Aquatic macrophytes; Water hyacinth (Eichhornia crassipes) and Azolla, biomass have certain advantages over terrestrial plant biomass to use as non-edible feed for 2^nd generation bioenergy production. This is mainly due to the lower lignin content and higher productivity of aquatic macrophytes. These macrophytes do not require arable land. Present study explored on development of factorial approach based optimal pretreatment process for mild acid hydrolysis of Eichhornia crassipes and Azolla microphylla biomass for conversion to fermentable sugars. The simpler structure of aquatic plants translates to higher sugar recovery using milder pretreatment conditions compared to terrestrial plants. H₂SO₄ & HCl used in mild concentrations for acid hydrolysis experiments.
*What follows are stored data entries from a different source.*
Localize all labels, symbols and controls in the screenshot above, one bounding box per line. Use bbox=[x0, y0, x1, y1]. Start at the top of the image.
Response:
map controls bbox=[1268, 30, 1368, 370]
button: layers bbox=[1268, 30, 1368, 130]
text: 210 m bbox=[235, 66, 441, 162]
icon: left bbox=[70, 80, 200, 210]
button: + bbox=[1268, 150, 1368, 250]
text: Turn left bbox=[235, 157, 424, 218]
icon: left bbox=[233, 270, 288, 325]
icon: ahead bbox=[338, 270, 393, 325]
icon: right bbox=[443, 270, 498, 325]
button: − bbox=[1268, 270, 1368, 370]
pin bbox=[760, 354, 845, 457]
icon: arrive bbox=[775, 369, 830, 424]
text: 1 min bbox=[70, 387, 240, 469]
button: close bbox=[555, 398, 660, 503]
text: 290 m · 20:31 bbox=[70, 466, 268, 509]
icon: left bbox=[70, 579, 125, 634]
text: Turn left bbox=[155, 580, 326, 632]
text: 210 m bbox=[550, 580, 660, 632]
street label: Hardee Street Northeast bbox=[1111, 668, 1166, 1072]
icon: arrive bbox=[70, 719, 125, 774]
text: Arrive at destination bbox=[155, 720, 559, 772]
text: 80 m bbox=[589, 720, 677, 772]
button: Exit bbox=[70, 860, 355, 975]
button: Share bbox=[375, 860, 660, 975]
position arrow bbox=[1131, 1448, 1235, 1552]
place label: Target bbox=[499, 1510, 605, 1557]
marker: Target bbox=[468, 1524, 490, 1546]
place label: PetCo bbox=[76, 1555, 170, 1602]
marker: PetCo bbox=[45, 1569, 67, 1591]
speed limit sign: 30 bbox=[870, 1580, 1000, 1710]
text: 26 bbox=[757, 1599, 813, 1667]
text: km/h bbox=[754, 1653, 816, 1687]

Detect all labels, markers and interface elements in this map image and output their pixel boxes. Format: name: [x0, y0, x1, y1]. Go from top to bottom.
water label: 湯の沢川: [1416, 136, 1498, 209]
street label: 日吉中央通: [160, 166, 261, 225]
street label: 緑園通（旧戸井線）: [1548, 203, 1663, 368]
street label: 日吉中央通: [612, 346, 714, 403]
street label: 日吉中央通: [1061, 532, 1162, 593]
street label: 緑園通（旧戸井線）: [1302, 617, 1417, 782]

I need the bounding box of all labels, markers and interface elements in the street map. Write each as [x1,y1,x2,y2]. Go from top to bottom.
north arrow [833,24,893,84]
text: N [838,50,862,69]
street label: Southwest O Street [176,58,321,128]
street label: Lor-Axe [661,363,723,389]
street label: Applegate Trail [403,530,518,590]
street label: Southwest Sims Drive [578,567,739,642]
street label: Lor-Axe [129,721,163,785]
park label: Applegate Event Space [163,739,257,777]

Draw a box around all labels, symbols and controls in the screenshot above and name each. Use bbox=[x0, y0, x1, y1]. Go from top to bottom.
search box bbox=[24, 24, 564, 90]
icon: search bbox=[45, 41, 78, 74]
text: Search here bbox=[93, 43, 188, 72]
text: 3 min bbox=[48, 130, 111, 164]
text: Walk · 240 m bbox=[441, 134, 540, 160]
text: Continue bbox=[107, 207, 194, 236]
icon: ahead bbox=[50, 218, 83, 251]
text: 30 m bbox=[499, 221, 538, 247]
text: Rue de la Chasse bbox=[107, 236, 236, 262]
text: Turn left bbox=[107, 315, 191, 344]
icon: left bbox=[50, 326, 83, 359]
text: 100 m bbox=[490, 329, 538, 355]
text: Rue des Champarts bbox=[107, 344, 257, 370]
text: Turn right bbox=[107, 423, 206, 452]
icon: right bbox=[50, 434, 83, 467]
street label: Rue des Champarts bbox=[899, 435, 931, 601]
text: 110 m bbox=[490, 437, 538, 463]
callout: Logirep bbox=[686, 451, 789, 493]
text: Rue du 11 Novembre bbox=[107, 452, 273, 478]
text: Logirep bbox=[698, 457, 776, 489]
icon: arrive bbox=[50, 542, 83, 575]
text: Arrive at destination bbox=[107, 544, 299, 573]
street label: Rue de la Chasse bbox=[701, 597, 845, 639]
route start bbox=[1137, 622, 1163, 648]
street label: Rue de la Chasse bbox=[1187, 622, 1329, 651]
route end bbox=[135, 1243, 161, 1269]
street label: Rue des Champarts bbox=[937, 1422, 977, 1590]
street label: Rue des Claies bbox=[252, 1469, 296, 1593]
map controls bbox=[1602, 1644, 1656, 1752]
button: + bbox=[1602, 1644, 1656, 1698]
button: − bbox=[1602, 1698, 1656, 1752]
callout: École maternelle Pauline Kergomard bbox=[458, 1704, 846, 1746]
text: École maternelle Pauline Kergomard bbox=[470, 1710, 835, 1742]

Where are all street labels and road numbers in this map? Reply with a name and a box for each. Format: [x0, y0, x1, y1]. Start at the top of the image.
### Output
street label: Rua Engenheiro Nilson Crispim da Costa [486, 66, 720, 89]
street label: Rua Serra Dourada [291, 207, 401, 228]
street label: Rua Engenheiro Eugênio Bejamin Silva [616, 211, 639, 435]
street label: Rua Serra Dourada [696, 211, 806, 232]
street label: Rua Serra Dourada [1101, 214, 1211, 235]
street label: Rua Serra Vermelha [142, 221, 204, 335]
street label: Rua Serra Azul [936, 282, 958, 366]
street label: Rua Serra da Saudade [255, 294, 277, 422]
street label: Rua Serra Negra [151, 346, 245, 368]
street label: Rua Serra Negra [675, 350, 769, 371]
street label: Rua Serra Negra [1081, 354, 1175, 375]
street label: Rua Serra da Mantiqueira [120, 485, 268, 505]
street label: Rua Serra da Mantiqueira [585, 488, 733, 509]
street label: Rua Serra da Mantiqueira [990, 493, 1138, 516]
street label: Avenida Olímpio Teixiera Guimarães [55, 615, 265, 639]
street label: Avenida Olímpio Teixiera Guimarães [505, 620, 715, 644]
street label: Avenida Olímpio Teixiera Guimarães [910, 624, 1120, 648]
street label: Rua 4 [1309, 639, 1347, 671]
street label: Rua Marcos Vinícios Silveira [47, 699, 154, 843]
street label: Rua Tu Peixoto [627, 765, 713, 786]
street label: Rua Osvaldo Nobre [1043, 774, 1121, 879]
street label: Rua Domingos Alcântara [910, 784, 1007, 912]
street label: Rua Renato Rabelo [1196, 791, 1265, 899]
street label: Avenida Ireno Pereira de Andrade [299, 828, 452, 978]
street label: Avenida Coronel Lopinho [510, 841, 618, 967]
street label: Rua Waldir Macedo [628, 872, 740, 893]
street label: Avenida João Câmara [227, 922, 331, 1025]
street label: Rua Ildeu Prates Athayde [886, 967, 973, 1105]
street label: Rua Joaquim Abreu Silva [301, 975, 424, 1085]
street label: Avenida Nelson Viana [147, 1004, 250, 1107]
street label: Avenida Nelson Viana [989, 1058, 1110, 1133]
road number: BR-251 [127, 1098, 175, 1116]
Approximately, 20% of the dry biomass was recovered as fermentable sugar (mainly xylose) upon treatment with dilute sulphuric acid (0.5–1.5% v/v) or hydrochloric acid (2–4% v/v) at 100–120 °C for 30–60 min. Within this range of parameters, sugar yield followed a simple additive model, implying that a decrease in sugar yield is due to reduction of one parameter. This provides a choice between high temperature short time (HTST) and low temperature long time (LTLT) treatments. HTST requires sophisticated pressure vessels and correspondingly higher capital investment for the advantage of a higher throughput. LTLT treatments can be performed in cost economy manner using relatively simple equipment. For economic, environmental and technical reasons, acid addition should be kept to a minimum, which is possible by a choice of higher temperature and longer treatment time. Such pretreatment may be employed as the first step of a two-step pretreatment process prior to enzymatic saccharification of cellulosic fraction. The acid pre-treated hydrolysate of water hyacinth and Azolla microphylla explored for hydrogen production through dark fermentation process through employment of C₅ & C₆ sugar utilizing microbe Enterobacter cloacae DT-1 strain.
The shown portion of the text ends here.